Autor: r zaroff Dodano: 04-04-2005
Zerard - Pozostaje liczba
Nawet jeśli określenia użyte do nazwania poszczególnych papieży są enigmatyczne i niejednoznaczne, to zawsze jednak pozostaje do zweryfikowania liczba papieży, którzy mają rządzić kościołem do momentu sądu ostatecznego. Jeśli bedzie ich dwóch to znaczy, że Malachiasz miał racje i my sceptycy powinniśmy zjeść swoje kapelusze, jak już zmartwychwstanie , jeśli bedzie inna niż dwóch to niech Malachiasz zjada swój kapelusz (niezależnie od tego co to bedzie za nakrycie głowy). Także spotkajmy się za dwóch papieży przy grobie Malchiasza i niech historia zweryfikuje nasze zapatrywania. OK ?
Autor: Zerard Dodano: 04-04-2005
D. D. - Klechistan, Buszland a sprawa chamstwa
> Te koles! ja jestem chlopak z Warszawy z ulicy Twardej. OK. W Klechistanie
> nie mieszkam od 27 lat. jak Twoim argumentem jest moj wyluzowany polski to
> wiesz co...
>
> Poziom akademicki nie mierzy sie tu jak w Klechistanie nadeciem, garniturem
> wz krawatem, i koneksjami z jakimis dupkami w Sejmie. Wiec co ci ma
> powiedziedz?...sam se dopowiedz.
>
> Jak cie razi to dziekan na Uni of Queensland chodzi w klapkach, w t-shirt,
> wali browca w uczelnianym barze. Nie ubywa mu przy tym autorytetu. Azja sie
> jednak od swiata cywilizowanego nieco rozni!.
>
> cheerio
>
> Roman

Wiesz koleś. Tu w Klechistanie zwykliśmy nazywać chamstwo chamstwem. Może
tam u was w buszlandzie jest inaczej ale to już wasz problem. Nam jest
dobrze tutaj tak jak jest. Jak ktoś jest chamem to nawet profesorskie
tytuły tego nie zmienią.

D.D.
Autor: D. D. Dodano: 04-04-2005
D. D. - Ps.
Buszland to oczywiście kraj buszmenów a nie prezydenta krzaka.
Autor: D. D. Dodano: 04-04-2005
R Zaroff - Klechistan, Buszland a sprawa chamstwa
Koles! nie masz o czym pisac to zarzucasz mi chamstwo! A gdzie to ja cos chamskiego napisalem? Co? Daruj sobie odpowiedz bo nie widze powodu odpisywac komus kto zamiast argumentow zaczyna atakowac dyskutanta a nie temat. Czyli po prostu nie ma z kim gadac. Pewnie napiszesz cos pod innym nickiem ale na to juz nic nie poradze.
Autor: R Zaroff Dodano: 04-04-2005
R Zaroff - Pozostaje liczba
O Jezu! jestes niepoprawny! Malachiasz wydumal sobie jakas liczbe papiezy do konca swiata, potem sobie podstawil tych co byli akurat dzis wychodzi, ze z tej jego listy ponoc sie numerek zgadza.

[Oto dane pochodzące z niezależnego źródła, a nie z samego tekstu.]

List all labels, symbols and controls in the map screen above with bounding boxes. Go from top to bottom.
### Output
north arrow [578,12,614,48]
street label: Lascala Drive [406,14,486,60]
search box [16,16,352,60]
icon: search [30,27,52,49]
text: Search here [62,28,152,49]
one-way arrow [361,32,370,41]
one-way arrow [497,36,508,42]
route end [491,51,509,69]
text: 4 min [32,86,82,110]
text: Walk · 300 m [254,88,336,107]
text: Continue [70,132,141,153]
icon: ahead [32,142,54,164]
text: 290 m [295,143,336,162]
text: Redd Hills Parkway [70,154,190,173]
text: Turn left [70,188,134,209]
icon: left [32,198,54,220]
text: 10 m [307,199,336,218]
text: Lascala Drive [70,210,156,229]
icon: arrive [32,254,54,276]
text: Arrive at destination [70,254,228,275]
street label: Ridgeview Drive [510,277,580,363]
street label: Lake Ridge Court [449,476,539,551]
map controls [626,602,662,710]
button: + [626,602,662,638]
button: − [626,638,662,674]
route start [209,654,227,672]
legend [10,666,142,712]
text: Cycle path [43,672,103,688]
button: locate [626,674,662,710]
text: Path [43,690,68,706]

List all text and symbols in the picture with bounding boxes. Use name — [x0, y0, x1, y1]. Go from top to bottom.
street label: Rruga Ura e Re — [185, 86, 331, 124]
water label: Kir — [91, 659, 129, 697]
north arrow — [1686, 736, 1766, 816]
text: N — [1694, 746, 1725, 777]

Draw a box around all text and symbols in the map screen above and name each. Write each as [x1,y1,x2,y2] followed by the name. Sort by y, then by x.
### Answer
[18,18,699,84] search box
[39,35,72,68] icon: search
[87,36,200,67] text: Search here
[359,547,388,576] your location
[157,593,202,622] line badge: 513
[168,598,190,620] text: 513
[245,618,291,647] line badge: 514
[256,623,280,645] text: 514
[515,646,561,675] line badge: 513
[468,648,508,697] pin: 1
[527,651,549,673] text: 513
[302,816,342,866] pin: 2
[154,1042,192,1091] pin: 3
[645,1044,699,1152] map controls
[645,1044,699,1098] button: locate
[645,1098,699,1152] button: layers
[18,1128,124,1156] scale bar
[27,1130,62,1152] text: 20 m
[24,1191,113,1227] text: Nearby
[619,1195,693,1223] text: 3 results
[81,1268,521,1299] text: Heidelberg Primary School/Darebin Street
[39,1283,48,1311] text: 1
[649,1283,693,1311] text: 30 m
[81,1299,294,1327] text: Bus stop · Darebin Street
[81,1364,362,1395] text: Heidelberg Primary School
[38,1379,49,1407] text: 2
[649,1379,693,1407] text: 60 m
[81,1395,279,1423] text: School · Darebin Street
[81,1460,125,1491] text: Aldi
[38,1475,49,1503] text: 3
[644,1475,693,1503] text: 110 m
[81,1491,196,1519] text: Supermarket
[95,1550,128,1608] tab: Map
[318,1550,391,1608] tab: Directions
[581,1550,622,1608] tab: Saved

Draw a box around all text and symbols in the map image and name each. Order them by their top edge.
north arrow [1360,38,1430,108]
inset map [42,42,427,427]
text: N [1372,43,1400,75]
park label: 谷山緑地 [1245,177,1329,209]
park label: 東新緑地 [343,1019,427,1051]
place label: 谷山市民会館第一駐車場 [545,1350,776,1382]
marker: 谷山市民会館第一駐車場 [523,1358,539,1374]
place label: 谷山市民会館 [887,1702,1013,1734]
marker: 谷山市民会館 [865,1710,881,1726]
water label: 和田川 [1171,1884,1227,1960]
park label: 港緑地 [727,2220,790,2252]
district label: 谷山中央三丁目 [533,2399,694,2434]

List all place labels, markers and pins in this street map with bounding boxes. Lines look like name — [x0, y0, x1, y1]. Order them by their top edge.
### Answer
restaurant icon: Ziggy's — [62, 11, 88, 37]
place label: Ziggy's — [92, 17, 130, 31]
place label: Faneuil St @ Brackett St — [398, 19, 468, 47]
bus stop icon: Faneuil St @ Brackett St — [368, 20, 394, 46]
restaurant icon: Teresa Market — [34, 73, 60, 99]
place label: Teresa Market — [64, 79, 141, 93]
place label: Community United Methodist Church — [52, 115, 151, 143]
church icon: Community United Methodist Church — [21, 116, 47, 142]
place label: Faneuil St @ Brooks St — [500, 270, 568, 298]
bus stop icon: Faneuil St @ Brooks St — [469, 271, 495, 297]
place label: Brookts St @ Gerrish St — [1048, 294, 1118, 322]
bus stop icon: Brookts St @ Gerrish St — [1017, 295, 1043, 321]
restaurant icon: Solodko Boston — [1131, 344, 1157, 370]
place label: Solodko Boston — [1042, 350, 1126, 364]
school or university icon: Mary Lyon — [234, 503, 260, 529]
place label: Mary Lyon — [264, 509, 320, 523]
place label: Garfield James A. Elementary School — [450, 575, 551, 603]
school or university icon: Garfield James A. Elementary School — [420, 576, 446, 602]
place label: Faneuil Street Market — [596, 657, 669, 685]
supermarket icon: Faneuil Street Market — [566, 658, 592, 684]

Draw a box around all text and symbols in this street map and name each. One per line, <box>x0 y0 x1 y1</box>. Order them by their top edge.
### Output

Ale tu tez jest problem. Jakuba brata Jezusa nie uwzglednia, na trzech albo czterech pierwszych biskupow Rzymu nie ma w zasadzie dowodow historycznych wiec moga byc legendarnymi postaciami. Dolicz sobie do tego antypapiezy i znow wychodzi z Malachiasza bzdet.

Nie mam teraz na to czasu ale zajrze kiedy w jego liste i sprawdze jak to sie pokrywa z obecnymi badaniami historycznymi no i nawet z autoryzowana lista Watykanu.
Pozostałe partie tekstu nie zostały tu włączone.